L’idiosincrasia di Celibidache nei confronti delle incisioni discografiche in studio e delle correzioni che spezzavano il corretto fluire del tempo, provocò un vero e proprio boom commerciale delle registrazioni audio e video effettuate per tanti anni dal direttore a capo dei complessi dalla Rai. Questo fenomeno si placò nel momento in cui la tecnologia permise riprese di alta qualità di esecuzioni dal vivo, senza editing, fatto questo che portò alla pubblicazione del patrimonio di concerti diretti da Celibidache durante il suo ultimo periodo di attività con l’Orchestra di Monaco. All’interno del non vastissimo repertorio di Celibidache le quattro sinfonie di Brahms costituirono un elemento imprescindibile, non a caso coltivato a lungo dal grande predecessore Whilelm Furtwängler. Testi famosissimi, questi, che mettono alla prova allo stesso tempo le capacità di un direttore nel tenere conto degli aspetti formali del linguaggio ma anche nel sottolineare il coinvolgente romanticismo, la veemenza dei temi, il fraseggio che sembra ritrovare una logica espressiva proprio nell’alternanza delle idee che scaturiscono dall’ispirazione del sommo musicista tedesco. Celibidache, fin dagli esempi italiani, poi registrati molti anni più tardi con l’Orchestra di Monaco, si permette il lusso di applicare una concezione del tempo assai elastica, come se si trattasse di un rubato raffinatissimo applicato a uno strumento così complesso come è l’orchestra.

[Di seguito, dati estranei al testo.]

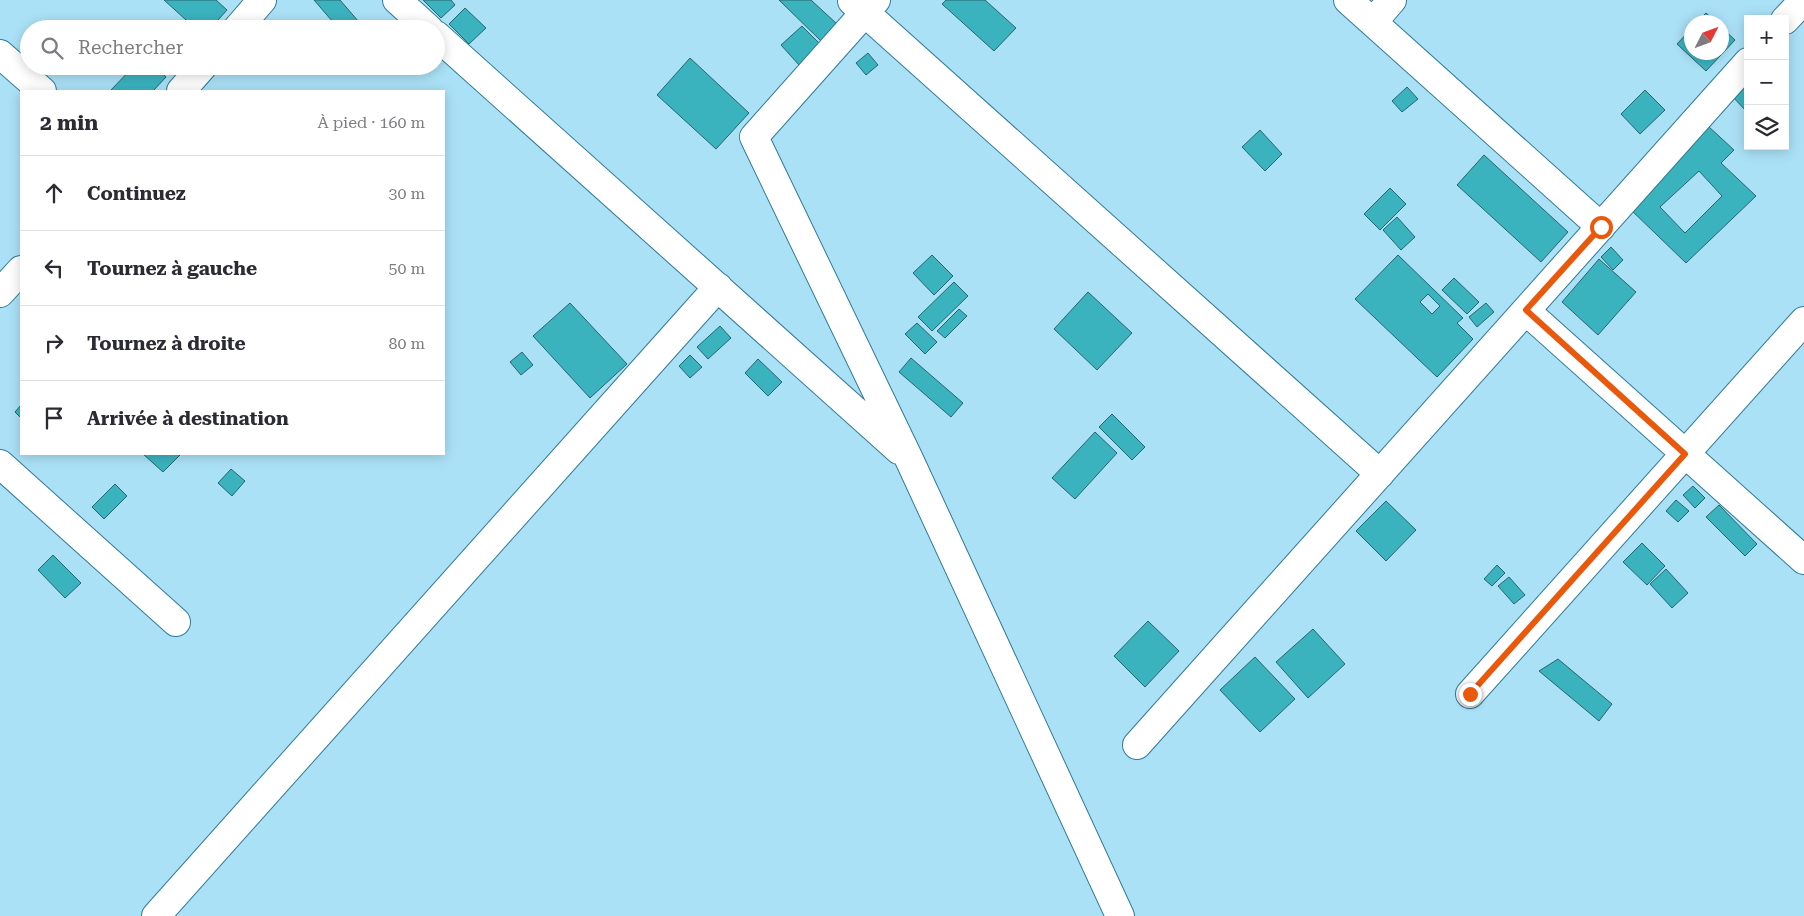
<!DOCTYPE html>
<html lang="fr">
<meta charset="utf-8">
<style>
:root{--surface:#fff;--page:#f2f2f3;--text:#2b2b33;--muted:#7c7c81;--line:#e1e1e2}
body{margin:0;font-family:"Roboto Serif",serif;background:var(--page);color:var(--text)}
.controls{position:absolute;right:15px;top:15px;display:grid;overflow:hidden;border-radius:0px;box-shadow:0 2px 12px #0003}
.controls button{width:45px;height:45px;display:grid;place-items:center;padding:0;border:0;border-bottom:1px solid var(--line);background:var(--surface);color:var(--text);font:25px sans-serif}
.compass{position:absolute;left:1684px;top:15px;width:45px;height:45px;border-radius:50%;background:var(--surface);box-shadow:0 2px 12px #0003;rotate:48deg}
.stop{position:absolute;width:15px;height:15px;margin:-11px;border:4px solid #ea580c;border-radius:50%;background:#fff}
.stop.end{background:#ea580c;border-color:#fff;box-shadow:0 1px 5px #0008}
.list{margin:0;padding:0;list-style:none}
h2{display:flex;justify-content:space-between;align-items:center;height:65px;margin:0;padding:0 20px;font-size:21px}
h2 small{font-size:16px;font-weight:400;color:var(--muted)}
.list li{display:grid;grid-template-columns:32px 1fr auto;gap:15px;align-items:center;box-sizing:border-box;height:75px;padding:0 20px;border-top:1px solid var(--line)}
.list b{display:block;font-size:19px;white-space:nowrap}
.list em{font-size:16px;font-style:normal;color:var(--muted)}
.icon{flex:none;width:28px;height:28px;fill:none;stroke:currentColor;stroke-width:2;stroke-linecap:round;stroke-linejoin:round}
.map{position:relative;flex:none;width:1804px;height:916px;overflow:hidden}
.search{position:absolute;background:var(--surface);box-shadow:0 2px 12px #0003;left:20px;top:20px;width:425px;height:55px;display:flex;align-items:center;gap:12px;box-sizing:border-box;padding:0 18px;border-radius:28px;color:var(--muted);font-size:19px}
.panel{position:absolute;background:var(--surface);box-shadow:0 2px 12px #0003;left:20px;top:90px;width:425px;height:365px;border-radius:0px}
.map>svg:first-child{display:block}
.building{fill:#3bb3bf;stroke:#28656b;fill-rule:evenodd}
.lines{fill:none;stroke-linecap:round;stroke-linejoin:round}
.street-casing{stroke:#2f7b95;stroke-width:30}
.street{stroke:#fff;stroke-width:28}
.route{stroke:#ea580c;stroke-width:6}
</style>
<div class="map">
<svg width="1804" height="916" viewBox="0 0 1804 916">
<rect width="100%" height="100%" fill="#abe1f7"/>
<path class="building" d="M164 0H216L227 10 210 29H196Z
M314 0H340L365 29H339Z
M423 0H451L455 5 441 18Z
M779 0H811L837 24 822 42Z
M946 0H985L1016 28 994 51 942 4Z
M465 8 486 28 469 44 449 24Z
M1706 13 1716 22H1697Z
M802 26 820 44 799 65 781 45Z
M1692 28V52H1722V28L1735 40 1706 71 1677 44Z
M868 53 878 65 866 75 856 63Z
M690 58 749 113 716 149 657 95Z
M134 66H154L166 77 153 91H110Z
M1748 80V113L1732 96Z
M1407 87 1418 99 1402 112 1392 101Z
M1645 90 1665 110 1640 134 1621 114Z
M1708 126 1734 150 1721 163 1756 196 1686 263 1628 207ZM1699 171 1722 196 1685 233 1660 207Z
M1260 130 1282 154 1265 171 1242 147Z
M1484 155 1568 232 1541 262 1457 185Z
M1390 188 1406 204 1380 230 1364 214Z
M1397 217 1415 237 1401 250 1383 230Z
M1611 247 1623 260 1613 270 1601 257Z
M932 255 953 276 934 295 913 273Z
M1398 255 1463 318 1457 323 1473 339 1437 377 1355 299ZM1428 294 1440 306 1432 314 1420 302Z
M1599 259 1636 292 1598 335 1562 302Z
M1454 278 1479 302 1467 314 1442 290Z
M954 282 968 296 932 331 918 317Z
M1088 292 1132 333 1097 370 1054 329Z
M570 303 627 364 590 398 533 336Z
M1486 303 1494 312 1477 327 1469 317Z
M959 309 967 316 945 338 937 331Z
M917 323 937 342 925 354 905 334Z
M720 326 731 338 708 359 697 347Z
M522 352 533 365 521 375 510 362Z
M690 355 702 367 690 378 679 366Z
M911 358 963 403 951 417 899 372Z
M758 359 782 382 768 396 745 373Z
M21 405V418L15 412Z
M1112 414 1145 447 1132 460 1099 427Z
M1095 432 1117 453 1075 499 1052 478Z
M143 454H181L163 472Z
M231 469 245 481 232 496 218 483Z
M115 484 127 496 104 519 92 507Z
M1693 486 1705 498 1695 508 1683 495Z
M1676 500 1689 511 1678 522 1666 511Z
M1386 501 1416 530 1386 561 1356 531Z
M1719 505 1757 544 1745 556 1706 517Z
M1642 543 1665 566 1647 585 1623 562Z
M53 555 81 583 65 598 38 570Z
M1497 565 1505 573 1492 586 1484 579Z
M1666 569 1688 593 1672 608 1650 584Z
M1509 577 1525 595 1514 604 1498 586Z
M1148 621 1179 651 1145 687 1114 656Z
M1313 629 1345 664 1308 698 1276 662Z
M1255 657 1295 699 1260 732 1220 690Z
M1558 659 1612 704 1599 721 1539 671Z"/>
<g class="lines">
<g class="street-casing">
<path id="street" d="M397 0 429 29
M876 0 754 137 909 459 1120 916
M1348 0 1601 227
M852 1 1380 474
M1785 20 1804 0
M1373 22 1392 0
M237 29 262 0
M436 35 899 450
M0 54 42 91
M181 91 203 66
M0 293 21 270
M1526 311 1804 560
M0 464 176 622
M1470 694 1804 321
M1137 745 1748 62
M156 916 718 287"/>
</g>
<use href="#street" class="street"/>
</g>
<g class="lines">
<path class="route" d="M1470 694 1685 454 1526 310 1601 227"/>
</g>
</svg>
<div class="controls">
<button>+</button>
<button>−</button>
<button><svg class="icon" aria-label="layers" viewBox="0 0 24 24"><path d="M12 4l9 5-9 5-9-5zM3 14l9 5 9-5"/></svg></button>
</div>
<svg class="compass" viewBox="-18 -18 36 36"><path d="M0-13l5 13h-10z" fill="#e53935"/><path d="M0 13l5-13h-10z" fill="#7c7c81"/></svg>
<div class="stop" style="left:1601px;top:227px"></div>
<div class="stop end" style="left:1470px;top:694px"></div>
<div class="search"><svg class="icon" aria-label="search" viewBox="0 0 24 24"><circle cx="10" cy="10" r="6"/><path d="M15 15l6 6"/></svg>Rechercher</div>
<section class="panel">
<h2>2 min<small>À pied · 160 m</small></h2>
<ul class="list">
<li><svg class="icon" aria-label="ahead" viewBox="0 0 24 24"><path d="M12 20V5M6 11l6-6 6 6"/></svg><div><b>Continuez</b></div><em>30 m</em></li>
<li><svg class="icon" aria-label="left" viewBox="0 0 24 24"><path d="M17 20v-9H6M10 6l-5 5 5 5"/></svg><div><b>Tournez à gauche</b></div><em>50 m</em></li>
<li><svg class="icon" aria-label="right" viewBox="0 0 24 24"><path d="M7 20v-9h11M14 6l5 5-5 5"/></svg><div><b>Tournez à droite</b></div><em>80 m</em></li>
<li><svg class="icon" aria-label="arrive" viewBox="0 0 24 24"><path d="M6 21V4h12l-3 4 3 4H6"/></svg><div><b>Arrivée à destination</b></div></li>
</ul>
</section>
</div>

L’incipit della seconda sinfonia di Brahms eseguita con l’orchestra della Rai di Milano nel marzo del 1959 è meno “magico” e legato rispetto all’esecuzione di molto posteriore con i Münchner Philharmoniker, ma un maggiore vigore dell’insieme pone l’esempio italiano su un pari livello di eccellenza. La concezione dell’inizio dell’ultimo tempo con preparazione lenta e attacco veloce si ritrova tale e quale in tutt’e due i casi ed è già presente in una incisione pionieristica del 1949, dove il direttore rumeno è a capo dei Berliner. La prima sinfonia nella registrazione di Milano effettuata sempre nel 1959 (le quattro sinfonie furono eseguite nelle serate del 20 e 24 marzo) è ancor meglio rappresentativa dello straordinario senso di visione globale della partitura dimostrato da Celibidache: pare quasi che i contenuti narrativi di questa “decima di Beethoven” scaturiscano spontaneamente dalla macro e microanalisi compiuta dal direttore in base ai presupposti fenomenologici, segno questo che ribadisce ancora una volta sia l’eccezionale compenetrazione tra forma e contenuti del comporre brahmsiano, sia la validità del metodo applicato da Celibidache, in ultima analisi sempre diretto ad analizzare la struttura di un lavoro musicale al di là delle scelte dettate dal gusto personale. La considerazione secondo la quale il metodo messo a punto da Celibidache non possa essere strettamente applicato a qualsiasi tipo di messaggio musicale limita certamente la portata scientifica del metodo stesso. Ciò spiega, inoltre, la natura delle scelte compiute dal grande direttore nel corso della propria carriera in termini di repertorio.